Once an employer determines that it is an ALE (or a member of an ALE), and determines the number of full time employees to which coverage must be offered, the employer can calculate the cost for offering such coverage and compare that with the cost (in penalties) of failing to do so. This analysis is commonly referred to as the “pay or play” analysis.

An employer who chooses to “play,” or offer insurance, must carefully document the offers of coverage it makes to employees. The IRS has not issued formal guidance on how to adequately document the offers of coverage. In the absence of formal guidance, the employer should consider what would be reasonable under the circumstances.

If the employer has a Section 125 or “cafeteria” plan in place, which would be necessary if pre-tax dollars are used to pay for employee’s share of the healthcare premiums, the employer should coordinate its documentation efforts of its offers of coverage with the benefits elections/declination processes under its Section 125 plan.

Next month: What You Have to Measure, Track and Record


[1] The determination of whether an employer is part of an “affiliated service group” can be complex. Further details on this analysis is found in our prior article in this series.

[2] For ALE purposes, in determining whether an employee is an FTE is based on 120 hours per month. This stands in contrast to the determination of whether an employee is “full time” for a given month for purposes of determining whether an offer of coverage must be made, which is generally based on 130 hours per month. See 26 C.F.R. § 54.4980H–1(a)(21).

[3] The percentage in the statute is identified at 9.5%. See 26 U.S.C. Section 36B(c)(2)(C)(i)(II). However, this percentage is adjusted. See id. 36B(c)(2)(C)(iv). The adjustment is to 9.56%. See IRS Revenue Procedure 2014-37 (26 CFR 601.105: Examination of returns and claims for refund, credit, or abatement; determination of correct tax liability).

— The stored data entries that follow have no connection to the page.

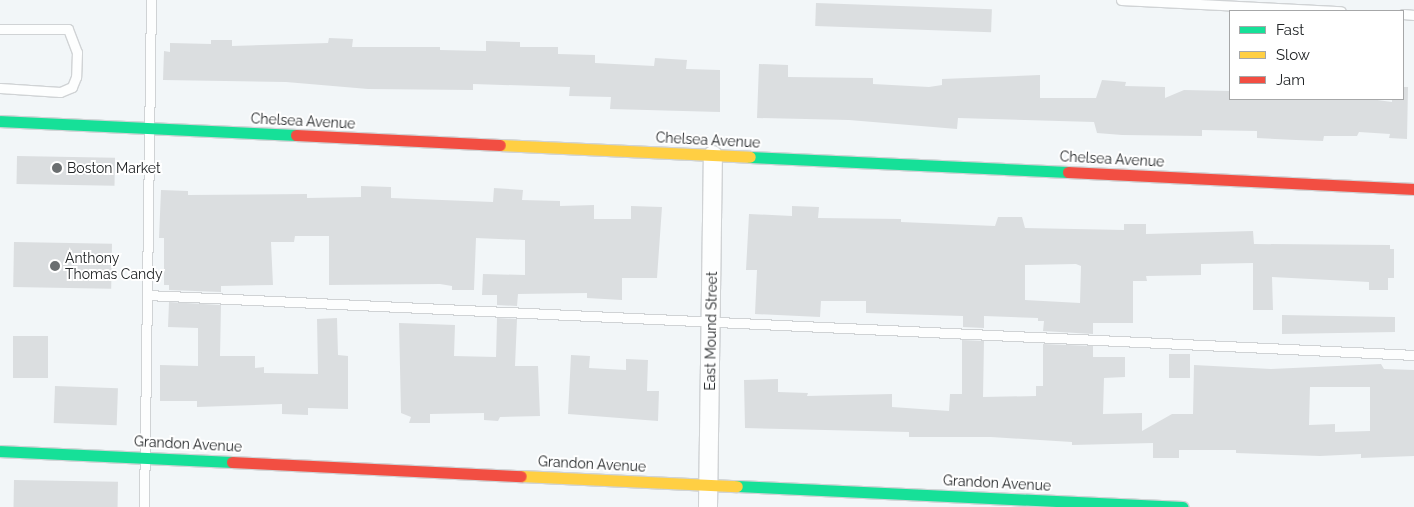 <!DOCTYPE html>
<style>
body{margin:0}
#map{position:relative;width:1414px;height:507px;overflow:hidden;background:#f2f6f8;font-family:Raleway,sans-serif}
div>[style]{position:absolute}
.building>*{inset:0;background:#dbdee0;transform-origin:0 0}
.roads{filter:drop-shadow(1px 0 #d0d3d5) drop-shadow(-1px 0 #d0d3d5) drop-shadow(0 1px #d0d3d5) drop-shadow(0 -1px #d0d3d5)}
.lane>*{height:9px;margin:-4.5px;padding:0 4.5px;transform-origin:4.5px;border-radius:4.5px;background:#fdfefe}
.street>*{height:18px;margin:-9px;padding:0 9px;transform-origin:9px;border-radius:9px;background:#fdfefe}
.fast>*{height:11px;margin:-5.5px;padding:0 5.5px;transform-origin:5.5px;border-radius:5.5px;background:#16e098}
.slow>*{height:11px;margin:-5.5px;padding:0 5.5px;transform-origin:5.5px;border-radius:5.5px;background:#ffcf43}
.jam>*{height:11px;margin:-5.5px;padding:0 5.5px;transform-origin:5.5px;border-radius:5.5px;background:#f24e42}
.dots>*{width:14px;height:14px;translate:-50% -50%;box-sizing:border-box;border:2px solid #fff;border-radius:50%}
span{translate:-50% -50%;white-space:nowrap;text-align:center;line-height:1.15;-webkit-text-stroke:4px #fff;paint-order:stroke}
.street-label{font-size:14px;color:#212426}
.poi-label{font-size:14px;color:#212426}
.left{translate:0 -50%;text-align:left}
.legend{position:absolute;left:1229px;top:10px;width:175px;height:90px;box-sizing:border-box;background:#fff;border:1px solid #a6a7a8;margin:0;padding:6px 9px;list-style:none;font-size:15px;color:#212426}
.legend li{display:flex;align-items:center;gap:10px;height:25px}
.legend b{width:25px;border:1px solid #a6a7a8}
</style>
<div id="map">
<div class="building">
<i style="left:816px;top:3px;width:176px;height:23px;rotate:2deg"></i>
<i style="clip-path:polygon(329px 38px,353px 39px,352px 47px,440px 47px,440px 50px,486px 51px,486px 41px,520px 42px,520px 47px,558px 47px,558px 54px,595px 55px,595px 63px,654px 66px,655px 58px,687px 60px,686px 69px,720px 70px,720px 112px,610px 109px,611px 97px,569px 96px,570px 87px,473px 84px,473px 90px,368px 89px,286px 82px,163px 80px,164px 51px,170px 52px,170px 43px,211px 44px,211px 40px,232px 40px,232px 46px,328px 43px)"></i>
<i style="clip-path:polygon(759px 64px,788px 65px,788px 77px,873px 78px,873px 84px,929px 87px,942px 85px,942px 79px,1040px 75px,1040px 98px,1096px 98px,1102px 80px,1126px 82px,1125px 86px,1165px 87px,1165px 98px,1184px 90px,1230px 91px,1230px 99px,1370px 99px,1392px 102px,1392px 99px,1403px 99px,1403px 87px,1408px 87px,1407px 139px,1389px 138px,1390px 134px,1359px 132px,1357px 136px,1324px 136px,1323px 141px,1296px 140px,1257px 138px,1257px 131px,1202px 130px,1202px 136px,1122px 135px,1097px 133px,1094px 122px,958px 118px,957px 129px,849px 120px,757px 118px)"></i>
<i style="left:17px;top:156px;width:98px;height:28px;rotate:1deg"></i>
<i style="clip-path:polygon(361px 186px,391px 187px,391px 198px,493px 202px,494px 188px,523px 190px,522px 200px,560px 201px,560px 206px,594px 205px,594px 219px,631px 219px,631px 206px,662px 207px,657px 278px,622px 278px,622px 300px,587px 298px,587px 293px,518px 294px,517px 306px,497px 305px,497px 295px,482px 295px,483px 274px,525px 275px,525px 240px,476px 238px,474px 290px,452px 290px,452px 286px,440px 284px,329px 285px,329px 236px,295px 236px,294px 242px,271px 242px,273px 285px,221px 286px,221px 292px,169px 290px,169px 285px,164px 285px,164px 238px,159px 238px,161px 190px,188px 191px,188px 195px,307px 194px,307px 198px,361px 197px)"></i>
<i style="clip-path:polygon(evenodd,792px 206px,819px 207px,818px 218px,901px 219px,901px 222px,995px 226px,998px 217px,1022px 217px,1025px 228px,1124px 230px,1124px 224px,1146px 224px,1146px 234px,1253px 231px,1254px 244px,1390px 245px,1390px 249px,1394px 249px,1394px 278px,1388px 278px,1388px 290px,1369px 290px,1369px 282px,1272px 277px,1273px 310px,1253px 310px,1253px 263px,1201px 264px,1201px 275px,1146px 276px,1147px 281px,1133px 281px,1133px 323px,1093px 323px,1093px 334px,1043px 331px,1044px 321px,1038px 321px,1038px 318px,984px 316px,984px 328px,963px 327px,963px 316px,866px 313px,866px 301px,821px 301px,820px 317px,755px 314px,757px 270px,746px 270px,749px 214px,792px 216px,792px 206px,1076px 264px,1081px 266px,1080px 303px,1025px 300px,1025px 265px,1076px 264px)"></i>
<i style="left:14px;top:242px;width:98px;height:45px;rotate:1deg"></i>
<i style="clip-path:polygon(169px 302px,221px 305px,220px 356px,255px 356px,255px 368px,264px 367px,264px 373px,318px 374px,317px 319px,337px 318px,338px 355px,348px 356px,348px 409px,308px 408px,308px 415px,282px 414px,282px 404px,197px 407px,197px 401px,160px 401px,160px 365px,198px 366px,198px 328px,168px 327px)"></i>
<i style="clip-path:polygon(1282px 315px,1395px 317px,1395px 332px,1282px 334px)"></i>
<i style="clip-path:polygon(497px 318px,517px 319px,515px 366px,538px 366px,540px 416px,500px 417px,498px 421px,484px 420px,484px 413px,430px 414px,430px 423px,409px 423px,411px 417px,401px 413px,399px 323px,455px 325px,454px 356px,496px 357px)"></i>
<i style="left:13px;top:336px;width:35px;height:42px"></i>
<i style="clip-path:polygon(evenodd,962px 340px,984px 341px,983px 397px,1036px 396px,1036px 386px,1043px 386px,1043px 344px,1093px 346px,1093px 357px,1125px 357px,1125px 377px,1104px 378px,1103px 414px,1142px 413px,1142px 431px,1172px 414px,1193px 414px,1194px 365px,1271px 369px,1381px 364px,1384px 369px,1414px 370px,1414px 456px,1361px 458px,1361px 454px,1320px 456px,1236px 453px,1236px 450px,1179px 450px,1179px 458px,1153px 458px,1153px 443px,1072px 445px,1072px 442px,991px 437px,909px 437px,909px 432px,745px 428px,744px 380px,778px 379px,778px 392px,808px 393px,807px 396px,892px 394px,892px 407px,949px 411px,950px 394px,962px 394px,962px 340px,1310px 387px,1370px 387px,1370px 431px,1335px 432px,1335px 424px,1309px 425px,1310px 387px)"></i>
<i style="left:1169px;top:354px;width:21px;height:24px"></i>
<i style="clip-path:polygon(571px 355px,590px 356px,589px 368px,626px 370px,626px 359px,648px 360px,647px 391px,659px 391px,658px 421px,568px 414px)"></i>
<i style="left:55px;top:386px;width:63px;height:37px;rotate:2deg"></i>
<i style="left:14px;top:480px;width:104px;height:27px;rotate:1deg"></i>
</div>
<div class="roads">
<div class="lane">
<i style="left:1121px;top:0;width:220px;rotate:2.9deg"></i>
<i style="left:1403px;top:14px;width:11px;rotate:5deg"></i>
<i style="left:0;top:29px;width:68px"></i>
<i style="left:68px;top:29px;width:25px;rotate:69deg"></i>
<i style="left:77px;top:52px;width:25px;rotate:92deg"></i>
<i style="left:76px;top:77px;width:11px;rotate:112deg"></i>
<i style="left:72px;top:87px;width:13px;rotate:157deg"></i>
<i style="left:60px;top:92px;width:60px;rotate:-176.2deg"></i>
<i style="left:147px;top:295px;width:1268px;rotate:2.71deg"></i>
<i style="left:144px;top:507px;width:507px;rotate:-89.21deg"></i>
</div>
<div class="street">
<i style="left:708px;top:507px;width:352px;rotate:-89.2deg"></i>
</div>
<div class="fast">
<i style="left:0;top:121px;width:296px;rotate:2.7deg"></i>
<i style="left:750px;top:157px;width:318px;rotate:2.7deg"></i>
<i style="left:0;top:451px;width:232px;rotate:2.7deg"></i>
<i style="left:737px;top:486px;width:446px;rotate:2.7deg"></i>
</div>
<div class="slow">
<i style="left:500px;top:145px;width:250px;rotate:2.7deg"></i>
<i style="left:521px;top:476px;width:216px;rotate:2.7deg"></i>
</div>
<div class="jam">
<i style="left:296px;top:135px;width:204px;rotate:2.8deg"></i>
<i style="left:1068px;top:172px;width:346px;rotate:2.8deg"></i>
<i style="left:232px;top:462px;width:289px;rotate:2.8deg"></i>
</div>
</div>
<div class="dots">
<i style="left:57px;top:168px;background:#6a6e70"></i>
<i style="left:55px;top:266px;background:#6a6e70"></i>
</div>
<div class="street-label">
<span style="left:303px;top:121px;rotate:3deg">Chelsea Avenue</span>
<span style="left:708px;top:140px;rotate:3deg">Chelsea Avenue</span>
<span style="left:1112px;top:159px;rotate:3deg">Chelsea Avenue</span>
<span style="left:711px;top:331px;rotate:-89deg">East Mound Street</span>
<span style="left:188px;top:444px;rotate:3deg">Grandon Avenue</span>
<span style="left:592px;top:464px;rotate:3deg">Grandon Avenue</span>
<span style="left:997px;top:483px;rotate:3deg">Grandon Avenue</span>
</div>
<div class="poi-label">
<span class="left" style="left:67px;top:168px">Boston Market</span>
<span class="left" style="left:65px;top:266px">Anthony<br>Thomas Candy</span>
</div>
<ul class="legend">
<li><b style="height:6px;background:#16e098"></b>Fast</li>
<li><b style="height:6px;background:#ffcf43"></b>Slow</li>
<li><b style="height:6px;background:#f24e42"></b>Jam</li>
</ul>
</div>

[4] The penalty in the statute is identified at $2,000. However, the penalty changes based on the premium adjustment percentage (3.9% for 2015), rounded to next lowest multiple of $10. See Section 4980H(a)(C)(5)(a) and (b); Department of Health and Human Services (HHS), “Final HHS Notice of Benefit and Payment Parameters for 2016,” (Feb. 20, 2015), http://www.cms.gov/Newsroom/MediaReleaseDatabase/Fact-sheets/2015-Fact-sheets-items/2015-02-20.html.

[5] The IRS provided transition relief such that this excluded number is 80 employees for 2015 only (or for the plan year starting in 2015 for certain eligible plans). See Employer Shared Responsibility Regulations, at Section XV.D.7.b.

[6] The penalty in the statute is identified at $3,000. See footnote 4 above.